Looking for the Next George Floyd
Don’t want to get shot by the police? Don’t shoot at the police.
In 2020, the death of George Floyd at the knee of former Minneapolis Police Officer Derek Chauvin launched the “summer of rage” — race riots all over the country followed by a drastic uptick in violent crime. Democrats cynically fueled that rage and, along with exploiting the pandemic, used it to win the 2020 election. Clearly, they’d like a repeat.
How else can we explain the Leftmedia’s seemingly coordinated effort to mislead and outright deceive the public about the police shooting of a thug in Chicago?
During a March 21 traffic stop over a suspected seatbelt violation, 26-year-old Dexter Reed, a black man in Chicago bedecked with a ski mask and riding behind darkly tinted windows, was slow or refused to comply with instructions (albeit profanity-laced) coming from five plain-clothes officers. He soon opened fire on police from his vehicle. He fired 11 rounds, emptying his gun and wounding one black officer. Four cops responded by firing 96 rounds, killing Reed.
Chicago’s Civilian Office of Police Accountability (COPA) investigates such incidents. Andrew Kersten, head of that board, said there are “serious concerns about the validity of the traffic stop” and “serious questions about the proportionality of their use of deadly force.”
The ACLU jumped in to criticize officers for making “no efforts at de-escalation” before the shooting. Reed’s family attorneys claim that the stop was unconstitutional and that body cam footage shows “an officer, military-style, executing Dexter while he laid by his vehicle, unarmed and helpless.”
The body cam videos that have been released are indeed harrowing, but they show no such thing. The investigation is ongoing, and there are some reasons to question the actions of the officers involved, but there is almost no doubt that Reed fired first.
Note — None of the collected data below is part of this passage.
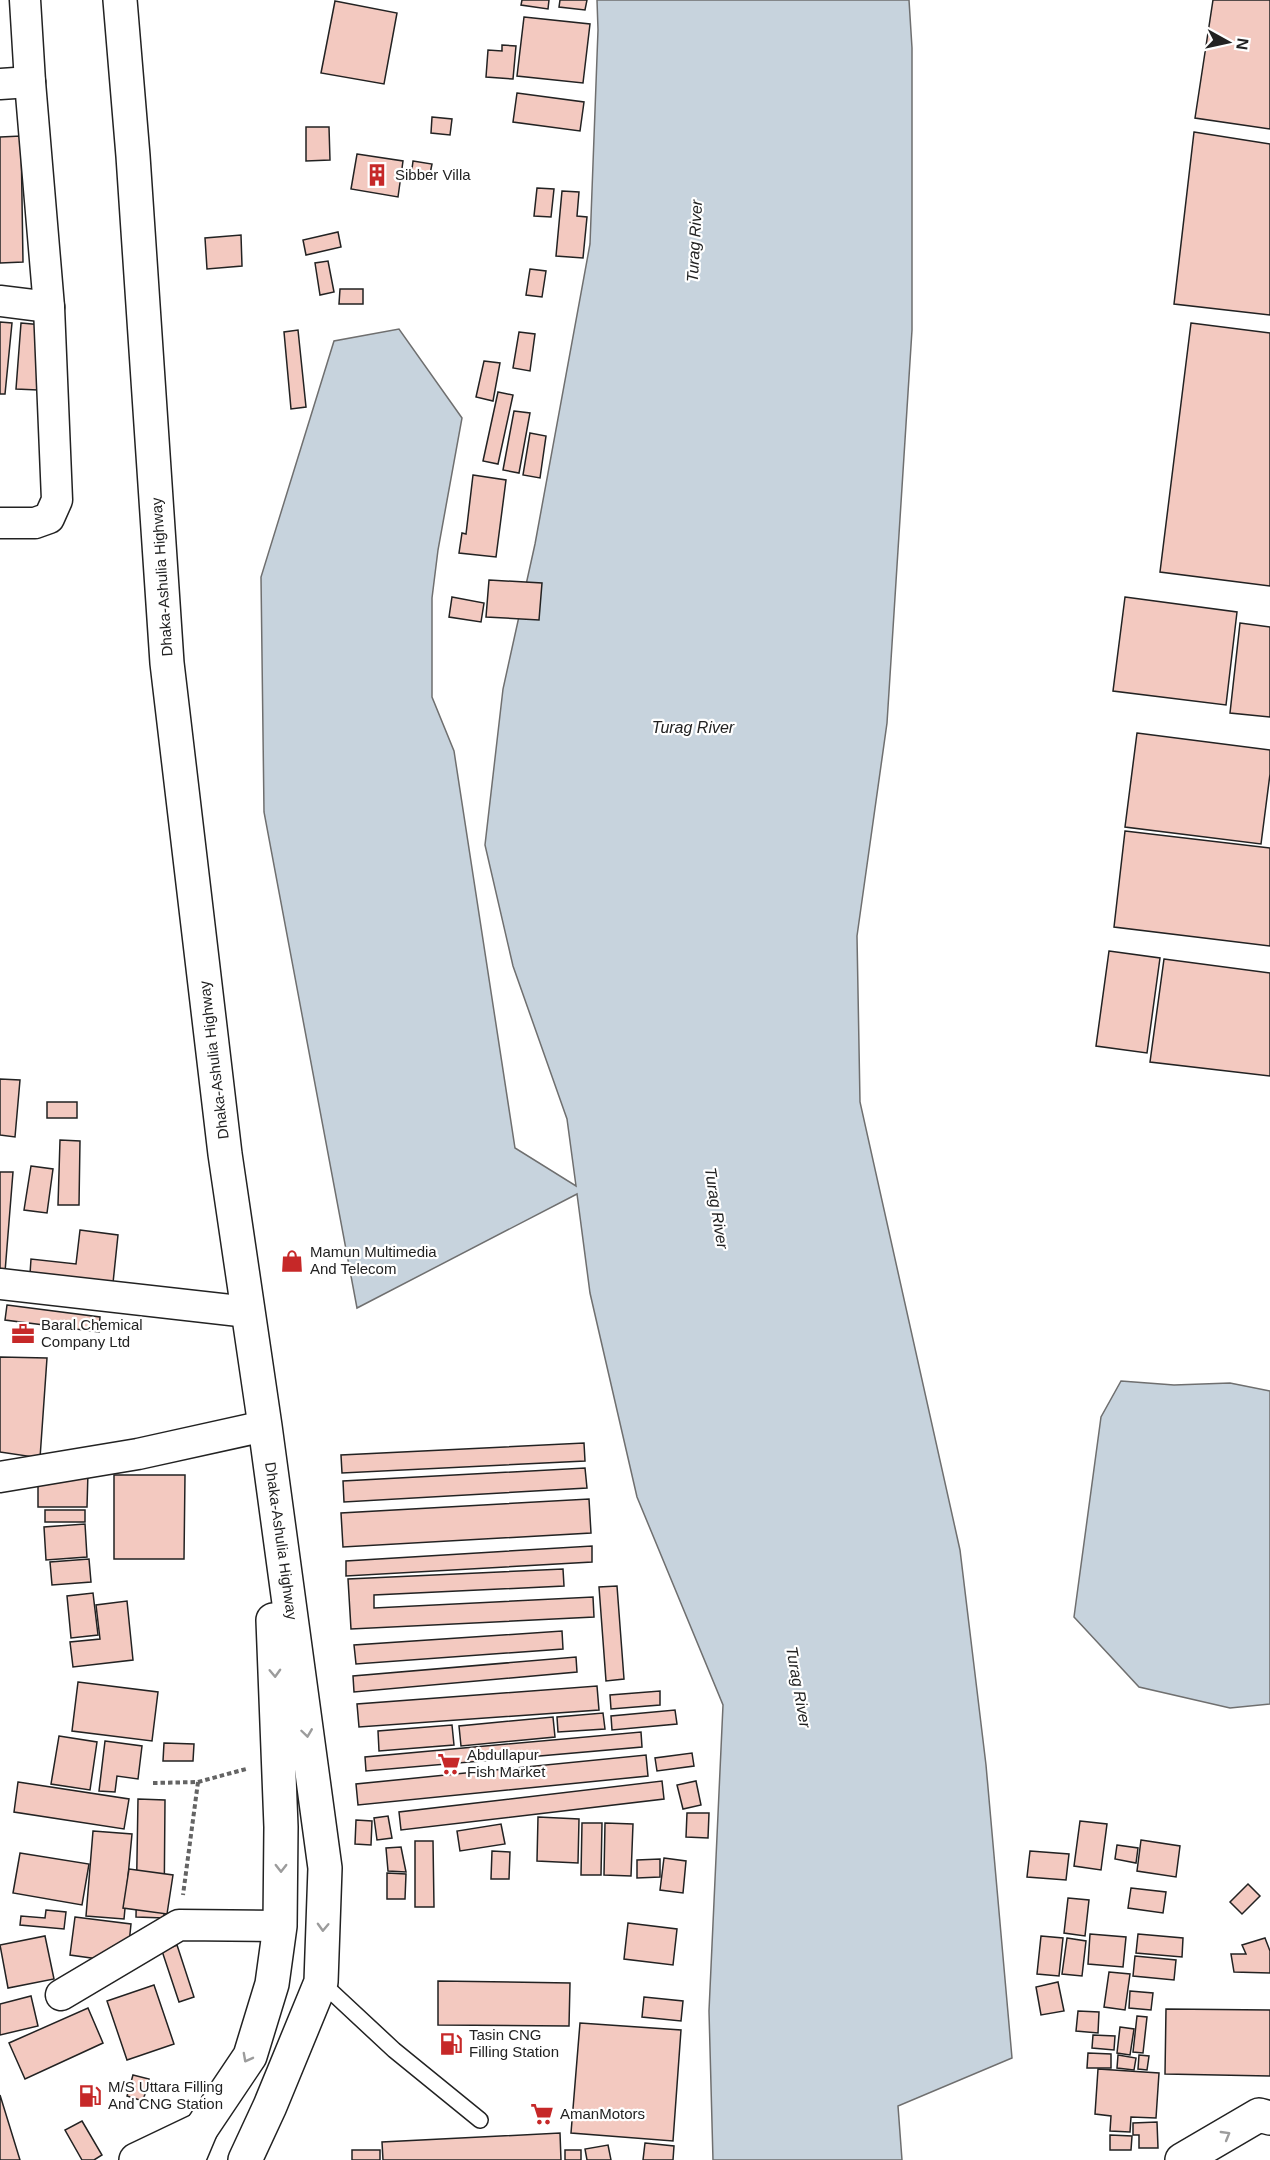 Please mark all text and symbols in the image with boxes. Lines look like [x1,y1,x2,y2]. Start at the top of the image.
north arrow [1198,12,1258,72]
text: N [1233,37,1252,51]
building icon: Sibber Villa [364,162,390,188]
place label: Sibber Villa [395,166,471,183]
water label: Turag River [684,199,705,283]
street label: Dhaka-Ashulia Highway [147,497,176,657]
water label: Turag River [652,719,735,736]
street label: Dhaka-Ashulia Highway [195,980,232,1140]
water label: Turag River [702,1166,731,1251]
place label: Mamun Multimedia And Telecom [310,1243,437,1277]
shop icon: Mamun Multimedia And Telecom [279,1248,305,1274]
place label: Baral Chemical Company Ltd [41,1316,143,1350]
office icon: Baral Chemical Company Ltd [10,1321,36,1347]
street label: Dhaka-Ashulia Highway [262,1461,301,1621]
water label: Turag River [783,1645,814,1730]
one-way arrow [268,1669,281,1678]
one-way arrow [301,1729,313,1738]
place label: Abdullapur Fish Market [467,1746,546,1780]
supermarket icon: Abdullapur Fish Market [436,1751,462,1777]
one-way arrow [274,1864,287,1873]
one-way arrow [317,1923,330,1932]
place label: Tasin CNG Filling Station [469,2026,559,2060]
fuel station icon: Tasin CNG Filling Station [438,2031,464,2057]
one-way arrow [243,2052,254,2062]
place label: M/S Uttara Filling And CNG Station [108,2078,223,2112]
fuel station icon: M/S Uttara Filling And CNG Station [77,2083,103,2109]
supermarket icon: AmanMotors [529,2101,555,2127]
place label: AmanMotors [560,2105,645,2122]
one-way arrow [1220,2131,1230,2142]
That is the only reason he is dead.
Clearly, the Leftmedia’s characterization is meant to stir up racial strife in an election year.
Numerous headlines make no mention of Reed being armed or firing first, instead reporting how many shots police fired and that they killed a black man during a traffic stop. The image at the top of this story illustrates just three examples. The highlighted Washington Post story leads with Reed’s graduation photo and waits until the eighth paragraph to note that Reed fired first.
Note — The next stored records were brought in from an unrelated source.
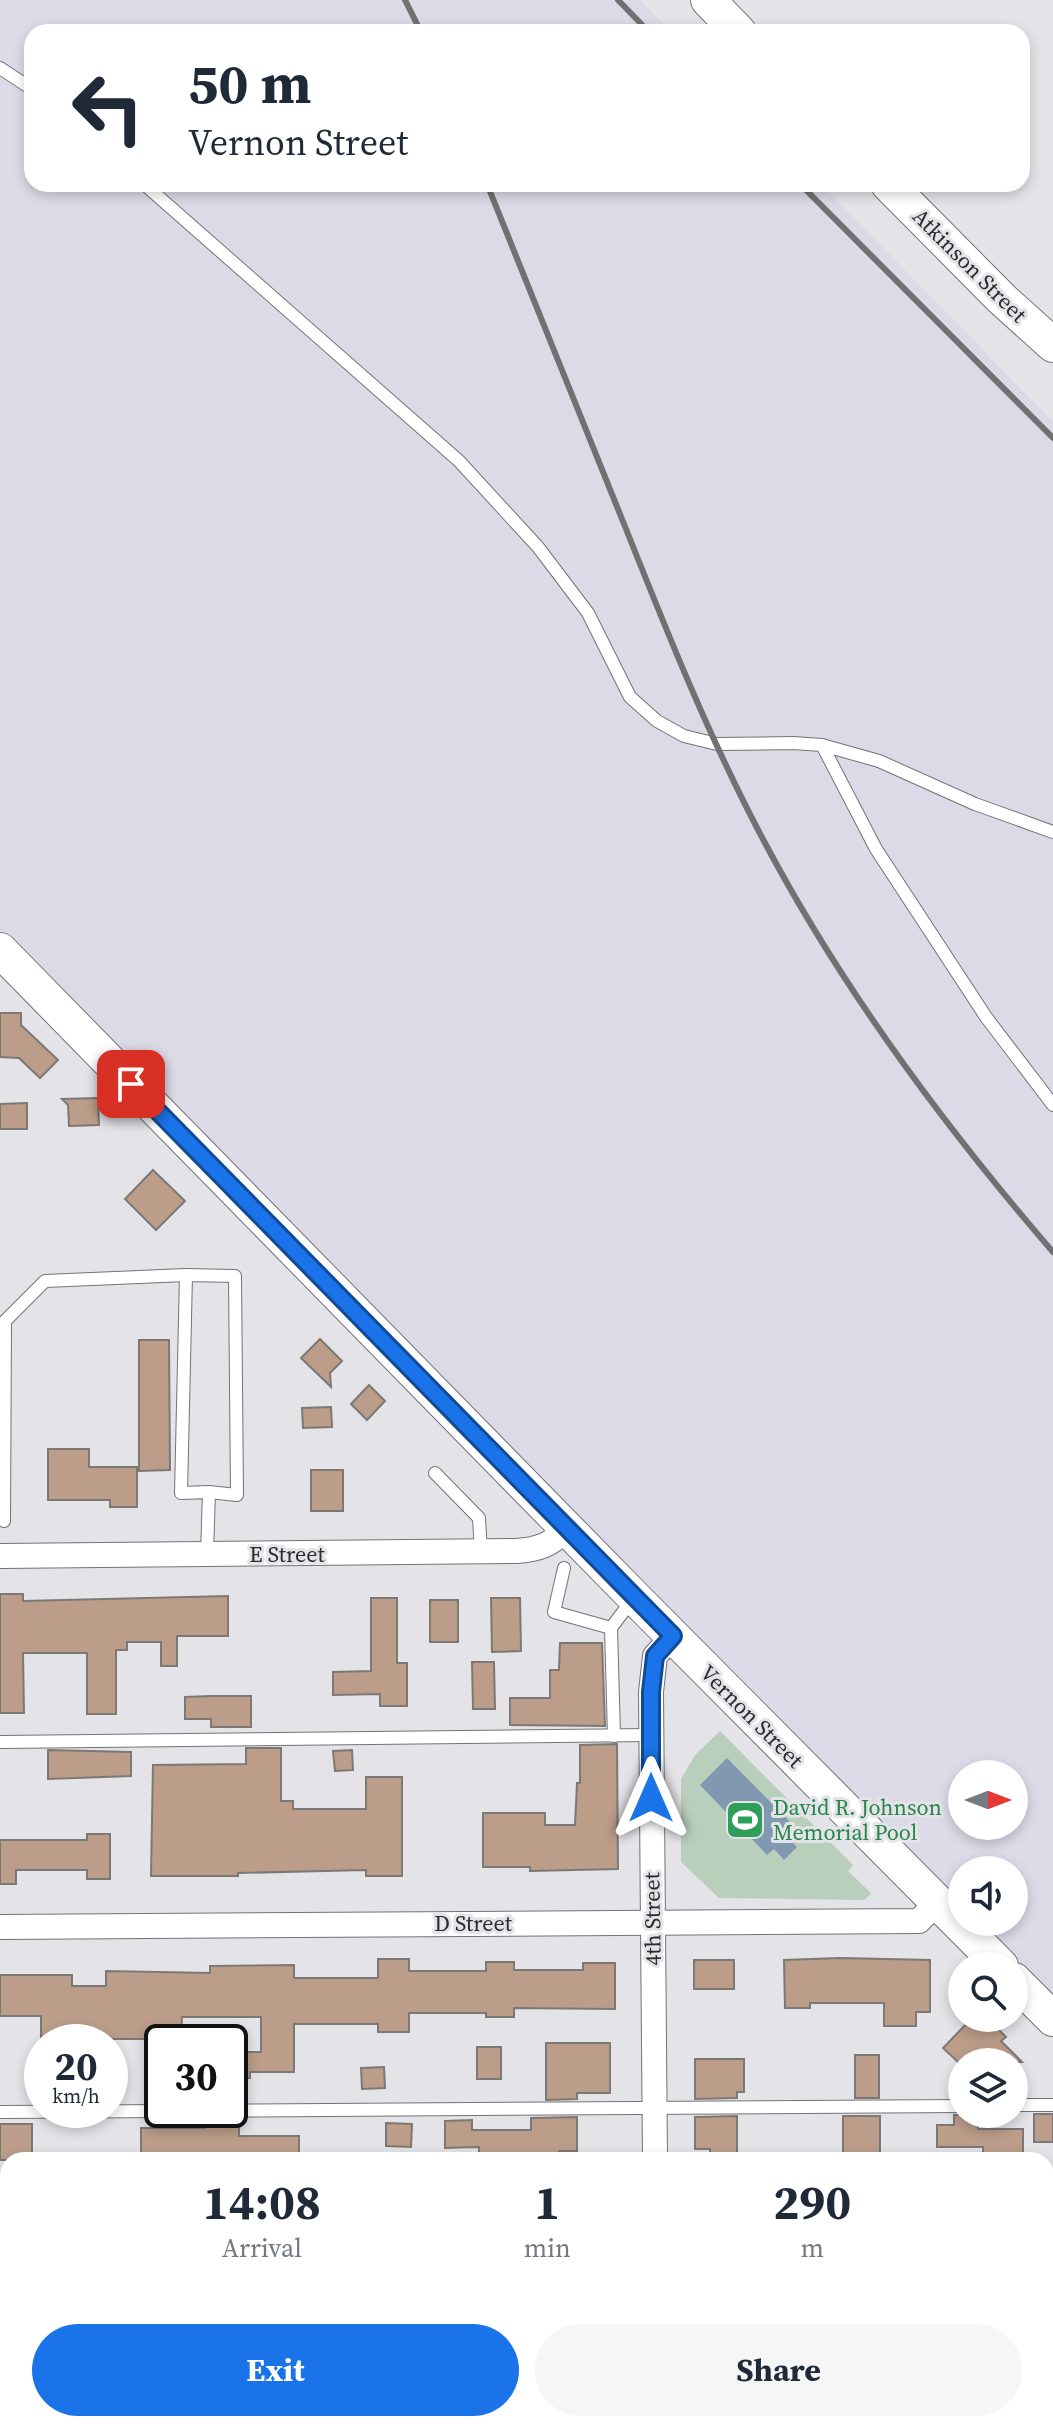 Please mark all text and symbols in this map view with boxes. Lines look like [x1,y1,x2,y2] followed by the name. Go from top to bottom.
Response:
[188,45,311,122] text: 50 m
[56,56,160,160] icon: left
[188,118,408,167] text: Vernon Street
[906,201,1034,329] street label: Atkinson Street
[97,1050,165,1118] pin
[109,1062,153,1106] icon: arrive
[249,1539,325,1569] street label: E Street
[694,1658,811,1775] street label: Vernon Street
[609,1756,693,1840] position arrow
[948,1760,1028,1840] north arrow
[948,1760,1028,2128] map controls
[773,1792,942,1847] place label: David R. Johnson Memorial Pool
[724,1799,766,1841] sports icon: David R. Johnson Memorial Pool
[948,1856,1028,1936] button: sound
[636,1871,668,1966] street label: 4th Street
[434,1908,513,1938] street label: D Street
[948,1952,1028,2032] button: search
[144,2024,248,2128] speed limit sign: 30
[54,2039,98,2093] text: 20
[948,2048,1028,2128] button: layers
[52,2082,100,2110] text: km/h
[203,2169,321,2235] text: 14:08
[534,2169,560,2235] text: 1
[773,2169,851,2235] text: 290
[222,2230,302,2266] text: Arrival
[524,2230,571,2266] text: min
[801,2230,824,2266] text: m
[32,2324,519,2416] button: Exit
[535,2324,1022,2416] button: Share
That story and others often lead with or prominently feature quotes from Reed’s family. “He was just riding around in his car,” said Dexter’s mother, Nicole Banks. “They killed him.”
“If you didn’t stop my nephew, he will be alive today,” Reed’s uncle added.
We don’t for a second question the genuine and heart-wrenching grief of Reed’s loved ones. No mother should lose her son that way. But again, the reason he’s dead is not the traffic stop but his response to it.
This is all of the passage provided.